[ASSIGNMENT]
Pull every line with "const" from the entries below.
+++ INFORMATION SUPPLIED
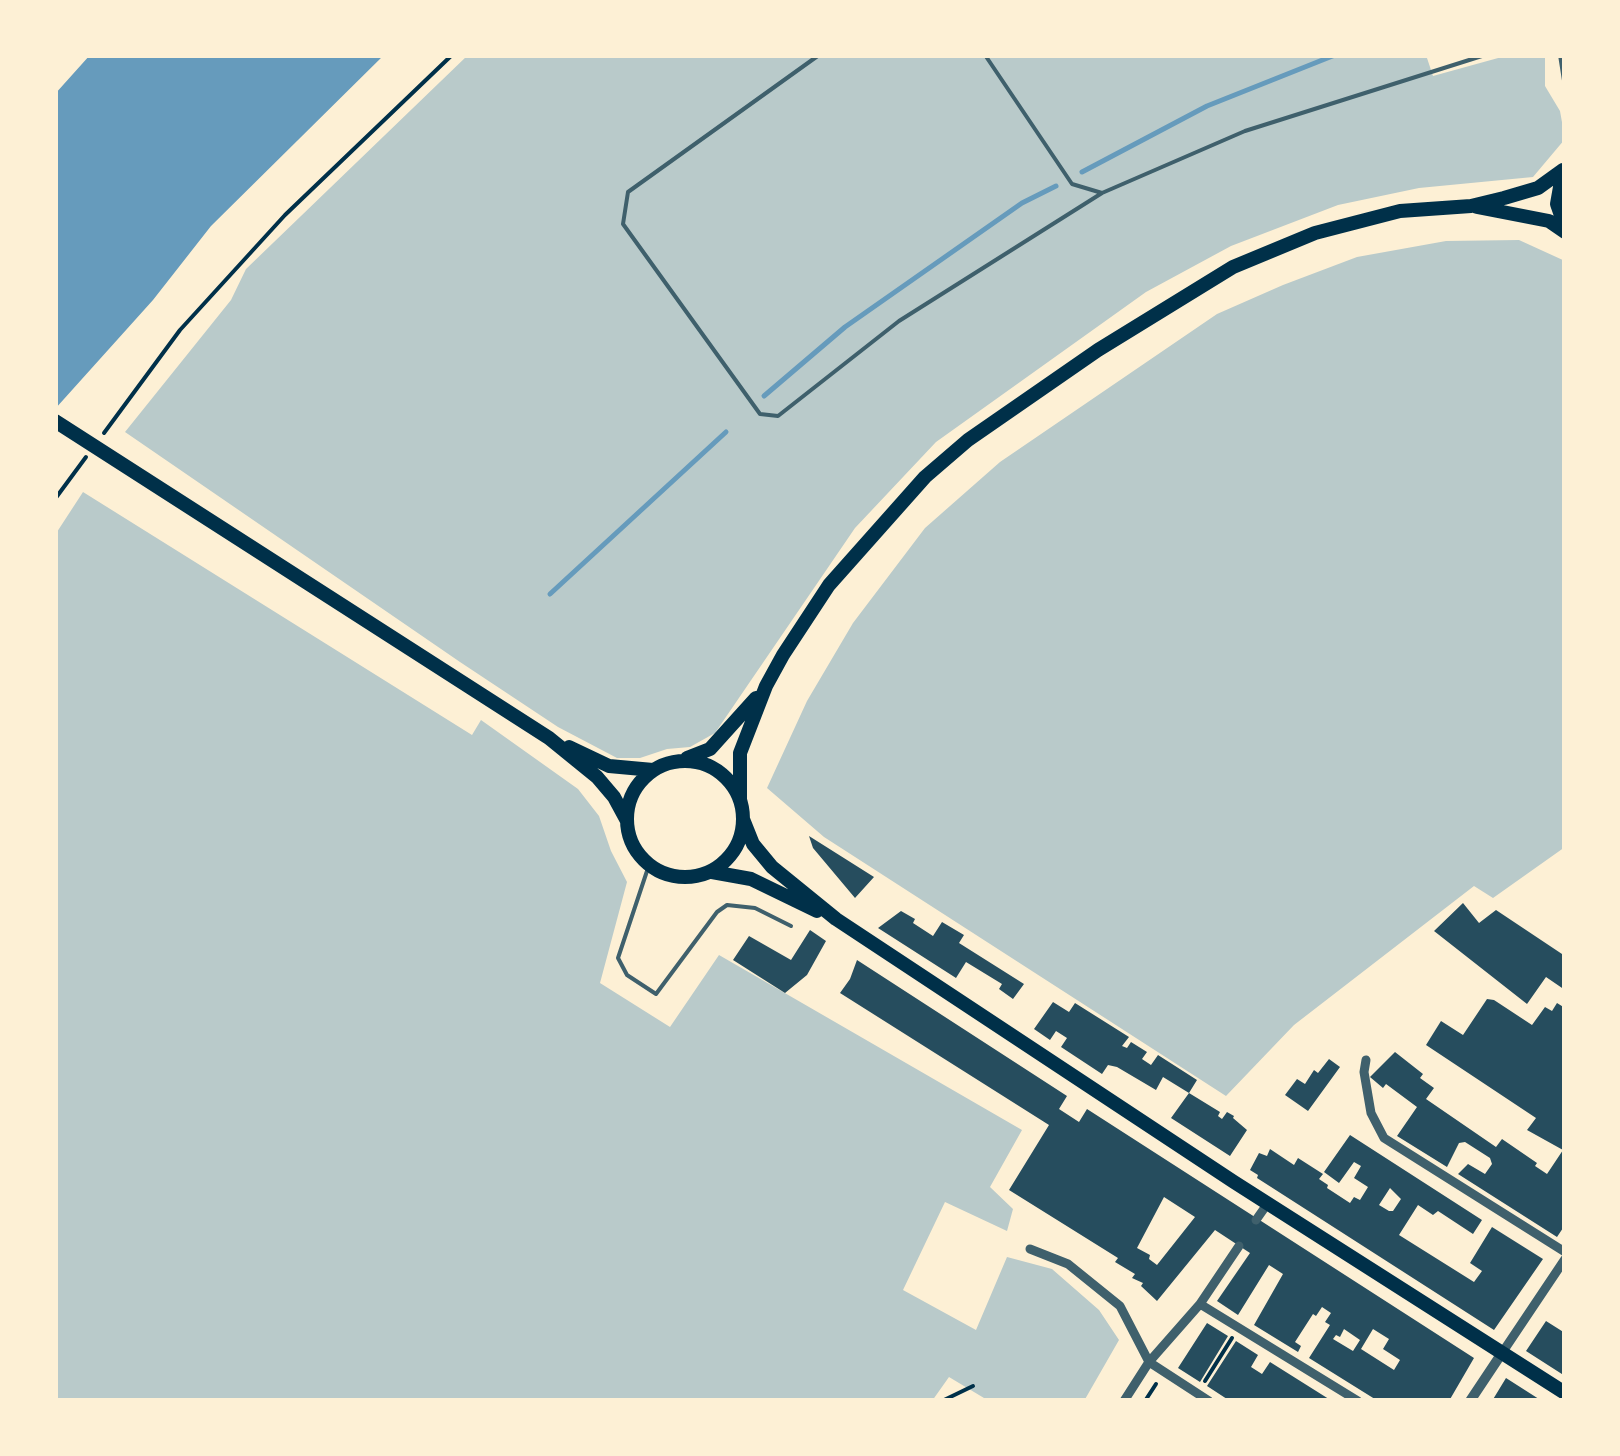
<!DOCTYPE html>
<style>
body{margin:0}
#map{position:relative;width:1620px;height:1456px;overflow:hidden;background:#fdf0d5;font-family:Manrope,sans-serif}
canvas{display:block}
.frame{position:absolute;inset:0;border:58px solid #fdf0d5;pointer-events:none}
</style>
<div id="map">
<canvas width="1620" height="1456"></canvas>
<div class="frame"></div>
</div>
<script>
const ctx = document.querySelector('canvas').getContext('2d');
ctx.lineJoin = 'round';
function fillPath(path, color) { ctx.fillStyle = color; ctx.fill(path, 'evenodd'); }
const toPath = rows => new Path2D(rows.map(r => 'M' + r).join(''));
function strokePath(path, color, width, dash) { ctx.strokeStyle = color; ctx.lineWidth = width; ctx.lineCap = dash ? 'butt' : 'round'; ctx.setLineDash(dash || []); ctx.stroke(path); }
fillPath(toPath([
 [468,55,1426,55,1433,76,1509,55,1540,55,1545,58,1545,86,1560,111,1565,139,1533,177,1419,188,1338,205,1231,246,1146,292,936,442,855,528,715,733,690,747,667,749,640,758,617,758,558,727,460,662,125,432,231,300,246,269],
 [1519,240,1565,261,1565,847,1493,898,1474,886,1294,1025,1226,1096,824,837,767,788,807,701,853,623,925,528,1000,462,1217,314,1283,285,1357,257,1446,241],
 [83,492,472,735,481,720,578,789,599,816,611,851,627,882,600,983,670,1027,719,955,1022,1130,990,1187,1013,1209,1007,1231,945,1202,903,1290,976,1330,1007,1257,1052,1269,1099,1310,1119,1340,1084,1401,989,1401,949,1377,932,1401,55,1401,55,535]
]), '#b9caca');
fillPath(toPath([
 [90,55,384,55,211,226,153,300,55,409,55,94]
]), '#669bbc');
strokePath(toPath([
 [1082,172,1207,106,1335,55],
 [764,396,845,327,1022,203,1056,186],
 [550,594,726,432]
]), '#669bbc', 5);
fillPath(toPath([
 [809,836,874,877,855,898,813,848],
 [1463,903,1479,923,1496,910,1565,956,1565,990,1546,977,1527,1004,1434,931],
 [901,911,915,919,913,923,933,936,942,922,964,935,959,943,1024,984,1013,999,999,989,1002,984,966,962,956,978,878,928],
 [810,930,826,941,807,975,785,993,733,960,749,936,791,960],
 [857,960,1067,1096,1059,1109,1079,1122,1087,1109,1474,1358,1449,1401,1378,1401,1309,1358,1330,1325,1325,1322,1331,1313,1322,1307,1316,1316,1313,1314,1295,1342,1301,1346,1298,1352,1254,1325,1283,1274,1269,1265,1238,1315,1217,1301,1250,1253,1215,1230,1157,1301,1141,1286,1143,1283,1132,1278,1135,1274,1115,1262,1118,1258,1009,1190,1049,1125,840,993,850,979],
 [1164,1197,1195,1217,1157,1265,1149,1259,1150,1255,1137,1248],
 [1344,1329,1360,1340,1353,1351,1333,1339,1336,1335,1340,1337],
 [1373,1329,1389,1339,1383,1349,1400,1360,1394,1370,1361,1349],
 [1487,999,1494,1000,1532,1025,1545,1007,1552,1011,1557,1003,1565,1008,1565,1225,1557,1237,1458,1174,1468,1164,1485,1174,1492,1164,1490,1158,1465,1142,1459,1143,1447,1167,1397,1136,1417,1107,1386,1084,1383,1088,1370,1077,1395,1052,1423,1074,1420,1078,1434,1088,1426,1099,1496,1147,1502,1139,1537,1163,1535,1166,1547,1174,1563,1150,1527,1130,1536,1118,1426,1045,1441,1021,1463,1035],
 [1053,1002,1069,1012,1075,1003,1129,1037,1122,1046,1127,1048,1131,1042,1147,1052,1142,1059,1151,1065,1158,1055,1197,1080,1189,1093,1163,1077,1156,1090,1117,1067,1108,1065,1102,1074,1061,1047,1067,1038,1056,1031,1050,1040,1034,1029],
 [1329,1059,1340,1067,1308,1111,1285,1095,1297,1079,1305,1084,1314,1070,1318,1073],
 [1189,1093,1220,1112,1218,1116,1222,1119,1227,1112,1234,1116,1233,1118,1247,1130,1230,1156,1171,1118],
 [1350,1135,1482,1220,1473,1234,1438,1211,1433,1215,1418,1205,1399,1235,1474,1282,1482,1271,1470,1263,1492,1227,1543,1259,1494,1330,1257,1178,1258,1175,1250,1170,1259,1153,1267,1156,1270,1149,1294,1165,1298,1158,1323,1174,1319,1179,1328,1185,1327,1188,1350,1203,1354,1197,1360,1200,1368,1187,1354,1178,1361,1166,1354,1162,1339,1183,1324,1172],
 [1390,1188,1401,1199,1393,1211,1389,1211,1379,1205],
 [1546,1321,1565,1333,1565,1376,1526,1351],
 [1207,1323,1228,1336,1200,1382,1178,1368],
 [1236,1341,1258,1355,1251,1367,1262,1374,1270,1362,1332,1401,1230,1401,1207,1386],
 [1506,1378,1542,1401,1492,1401]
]), '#264d5e');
strokePath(toPath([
 [104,433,180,330,285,215,452,55],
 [55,499,86,457],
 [1205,1381,1232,1338],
 [942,1401,973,1386],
 [1145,1401,1156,1384]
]), '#003049', 4);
strokePath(toPath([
 [819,55,628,192,623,224,760,414,778,416,899,321,1102,193,1245,131,1485,55],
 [985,55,1072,184,1102,193],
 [1560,55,1565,87],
 [649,865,618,958,627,975,656,994,717,912,727,905,755,908,791,926]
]), '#3f606c', 4);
strokePath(toPath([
 [1366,1060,1364,1072,1371,1113,1384,1138,1565,1252],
 [1256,1220,1268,1203],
 [1030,1249,1068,1264,1120,1306,1149,1362,1209,1401],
 [1200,1304,1358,1401],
 [1502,1353,1565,1259],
 [1124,1401,1149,1362,1200,1304,1239,1246]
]), '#3f606c', 9);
strokePath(toPath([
 [1470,1401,1502,1353]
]), '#3f606c', 10);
strokePath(toPath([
 [1563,170,1557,204,1565,227],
 [1477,207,1549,221,1565,232],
 [55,421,549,738,597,777,614,797,627,821],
 [569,747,609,766,653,770],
 [687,758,710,749,756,698],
 '627 819a58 58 0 1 1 116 0a58 58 0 1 1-116 0Z',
 [740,799,740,753,766,686,783,655,829,585,925,477,968,440,1098,350,1233,267,1315,233,1400,211,1471,206,1504,198,1538,188,1563,170],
 [743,819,753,844,772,867,836,919,1234,1182,1565,1393],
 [712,872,751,879,817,911]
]), '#003049', 14);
</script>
++++++
[ANSWER BOX]
const ctx = document.querySelector('canvas').getContext('2d');
const toPath = rows => new Path2D(rows.map(r => 'M' + r).join(''));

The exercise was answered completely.